SALT LAKE CITY — As weight-loss surgery has become more popular over the last several years, its different procedures have also seen an increase in positive outcomes. But when considering any surgery, patients should also be aware of serious risks and side effects.
Gastric bypass surgery — the most common type of bariatric procedure — helps a person “lose weight by changing how your stomach and small intestine handle the food you eat,” according to Medline Plus.
There are three common types of gastric bypass surgery, as identified by the Mayo Clinic:
- Roux-en-Y gastric bypass — where a small pouch is created at the top of the stomach and connected directly to the small intestine.

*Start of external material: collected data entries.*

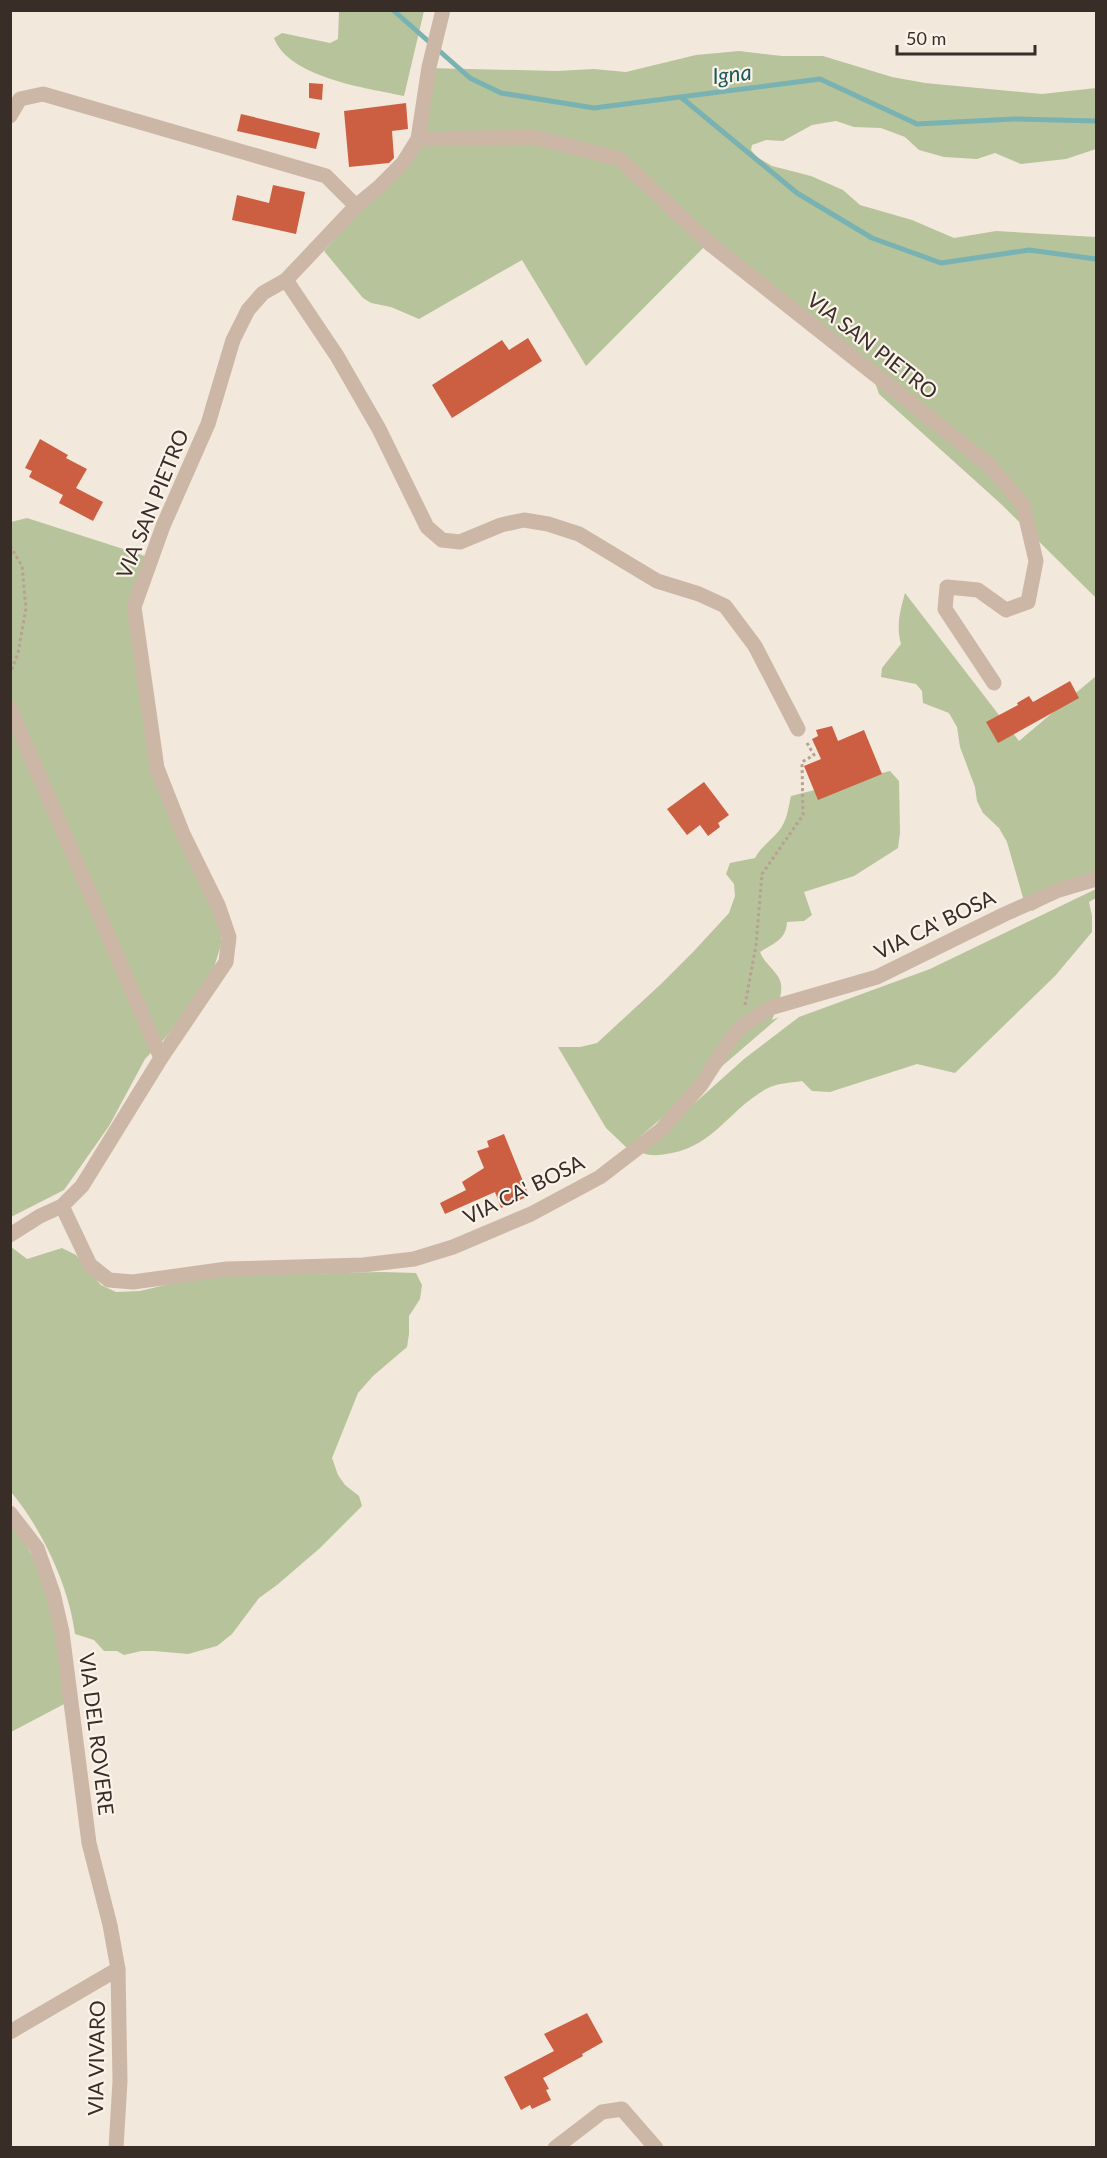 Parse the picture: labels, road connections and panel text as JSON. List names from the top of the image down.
{
  "streets": {
    "street": [
      "VIA SAN PIETRO",
      "VIA CA' BOSA",
      "VIA DEL ROVERE",
      "VIA VIVARO"
    ]
  },
  "crossings": [
    ["VIA SAN PIETRO", "VIA CA' BOSA"],
    ["VIA DEL ROVERE", "VIA VIVARO"]
  ],
  "water": ["Igna"],
  "scale_bar": "50 m"
}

- Sleeve gastrectomy — where a portion of the stomach is removed from the body, leaving only a “sleeve” of stomach that connects to the small intestine.

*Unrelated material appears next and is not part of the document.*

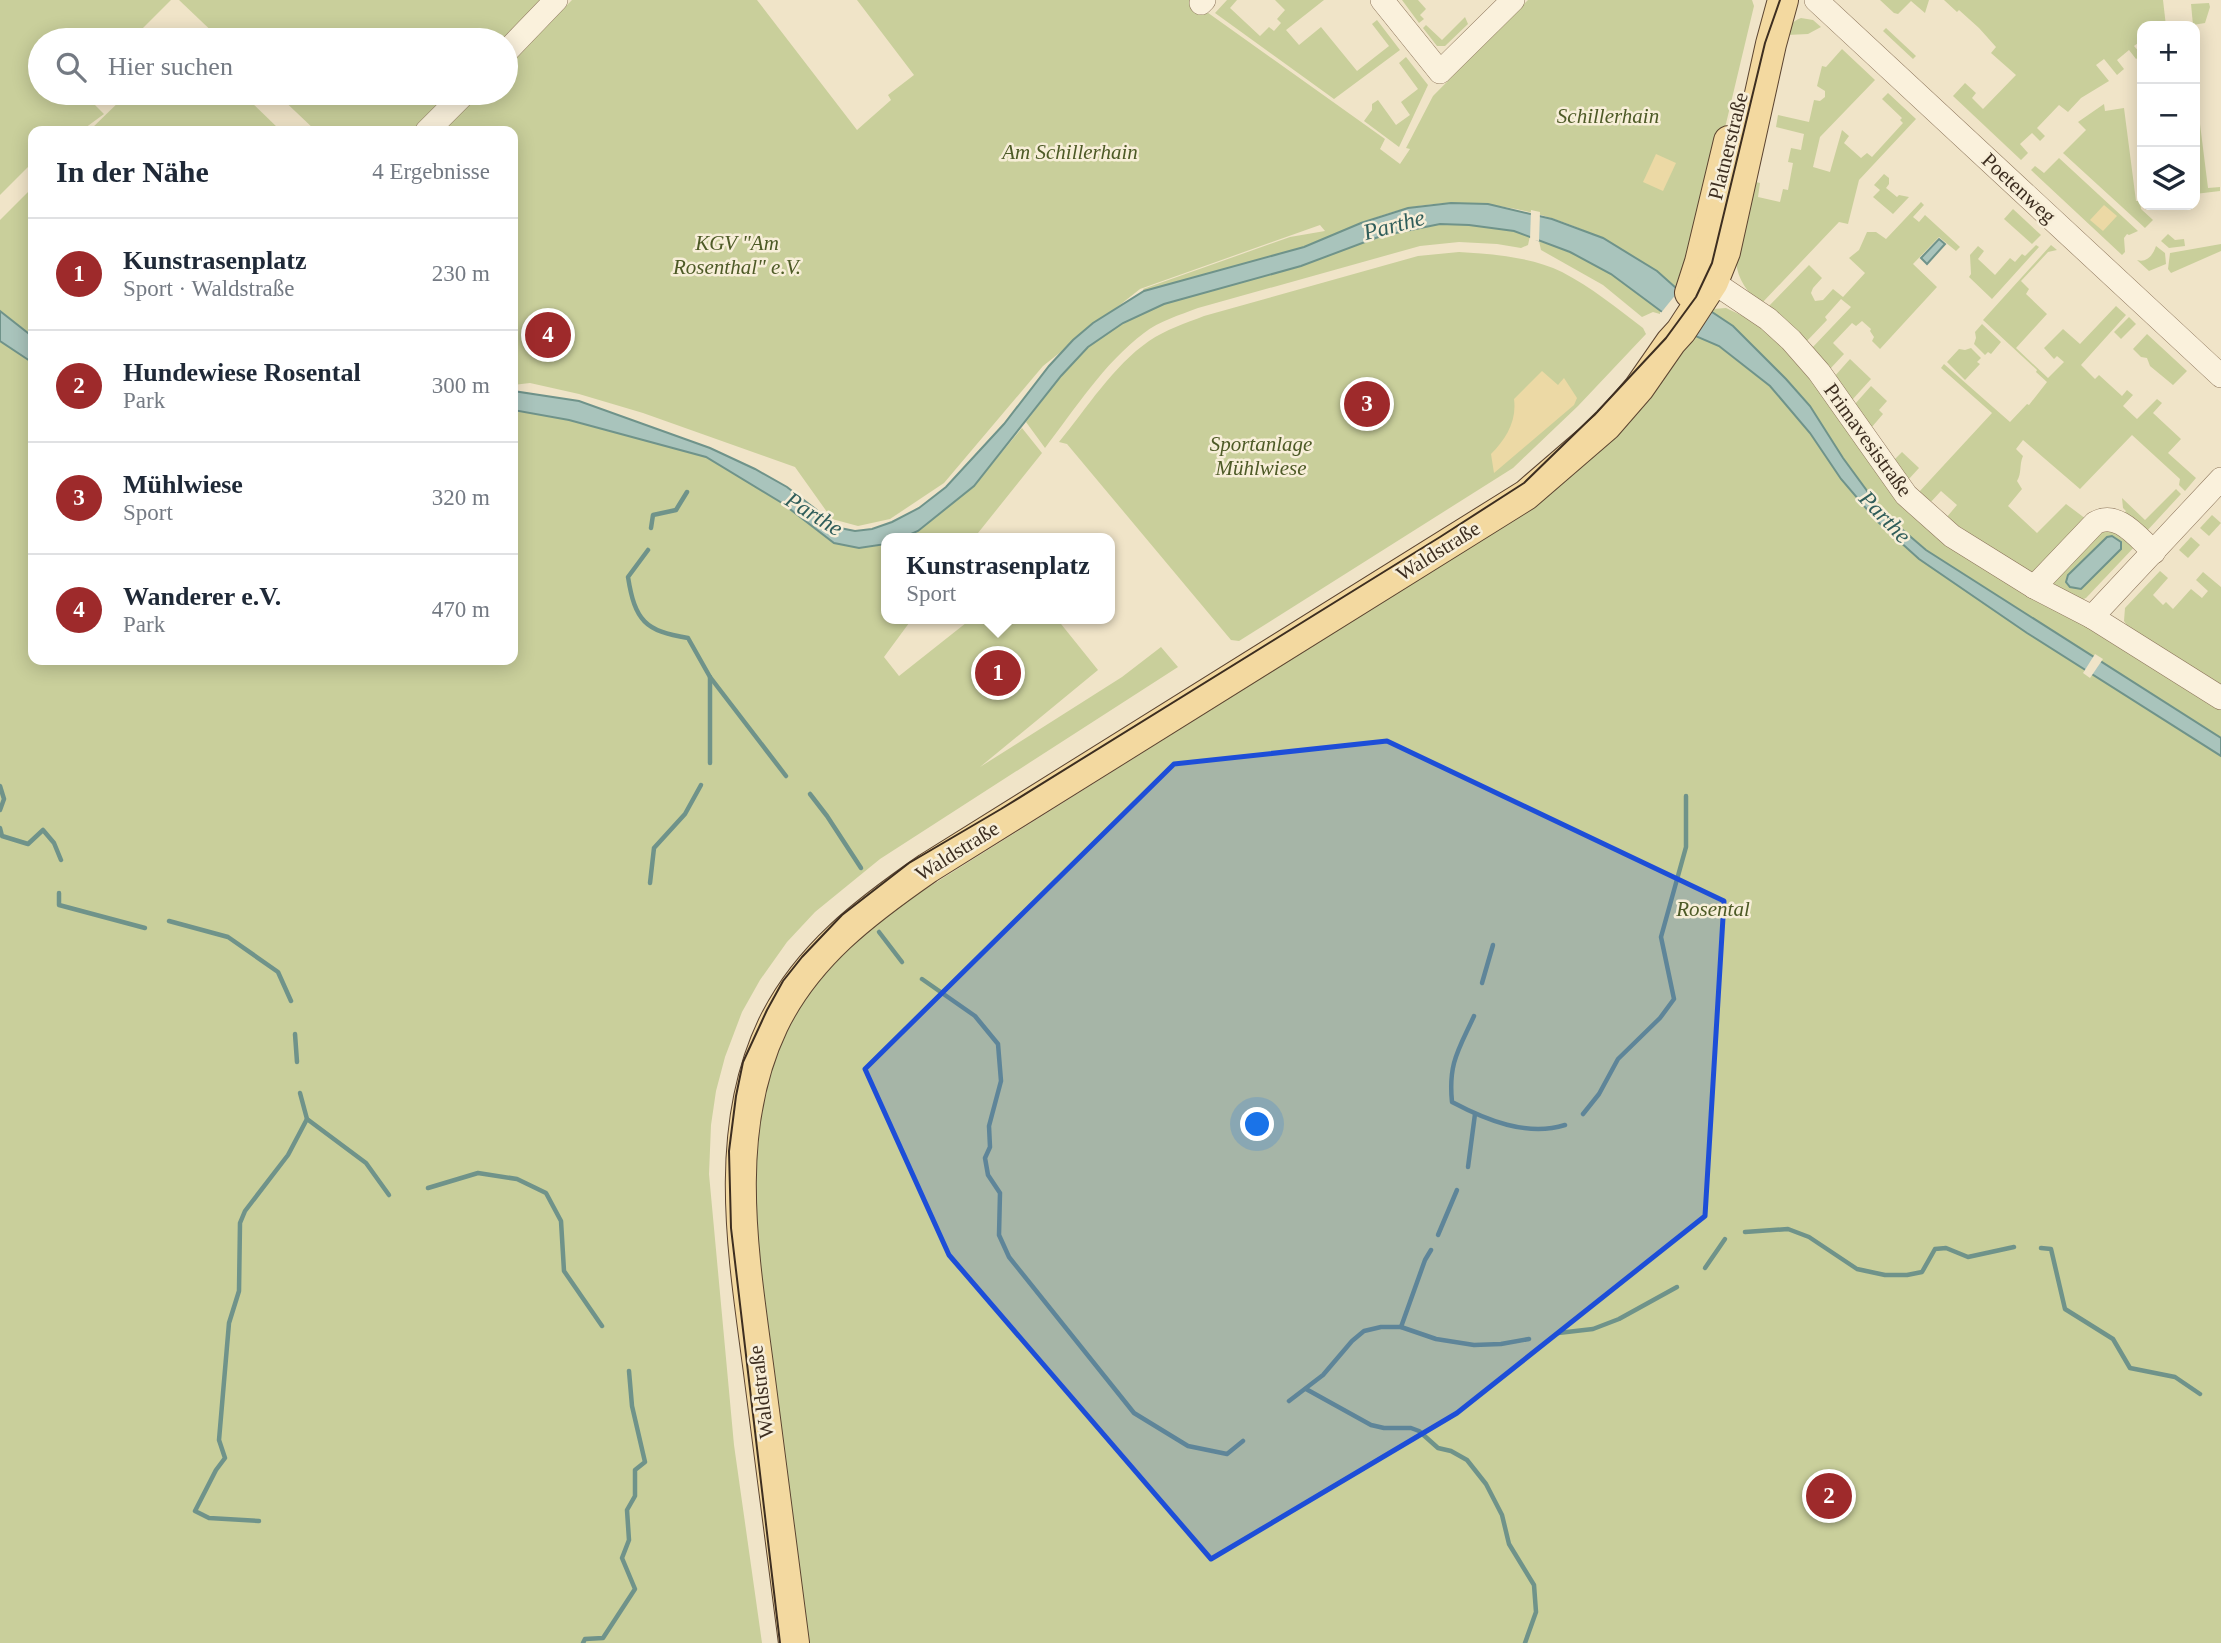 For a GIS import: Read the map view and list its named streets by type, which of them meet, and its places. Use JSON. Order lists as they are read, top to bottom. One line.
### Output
{"streets":{"main road":["Platnerstraße","Waldstraße"],"street":["Poetenweg","Primavesistraße"]},"crossings":[["Platnerstraße","Primavesistraße"],["Platnerstraße","Waldstraße"],["Primavesistraße","Waldstraße"]],"water":["Parthe"],"parks":["Schillerhain","Am Schillerhain","KGV \"Am Rosenthal\" e.V.","Sportanlage Mühlwiese","Rosental"],"page":{"map_buttons":["+","−"],"search":"Hier suchen","heading":["In der Nähe","4 Ergebnisse"],"list":[{"mark":"1","name":"Kunstrasenplatz","note":"Sport · Waldstraße","value":"230 m"},{"mark":"2","name":"Hundewiese Rosental","note":"Park","value":"300 m"},{"mark":"3","name":"Mühlwiese","note":"Sport","value":"320 m"},{"mark":"4","name":"Wanderer e.V.","note":"Park","value":"470 m"}],"pins":["4","3","1","2"],"popup":["Kunstrasenplatz","Sport"]}}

- Duodenal switch bilopancreatic diversion — where part of the stomach is removed from the body and part of the small intestine is cut off (or bypassed) from the food digestion process.
A less invasive weight-loss surgery is called laparoscopic adjustable gastric banding . In this procedure “a band containing an inflatable balloon” is put around the top of the stomach, creating “a small stomach pouch above the band with a very narrow opening to the rest of the stomach,” the Mayo Clinic’s website states. Unlike gastric bypass, this surgery is reversible.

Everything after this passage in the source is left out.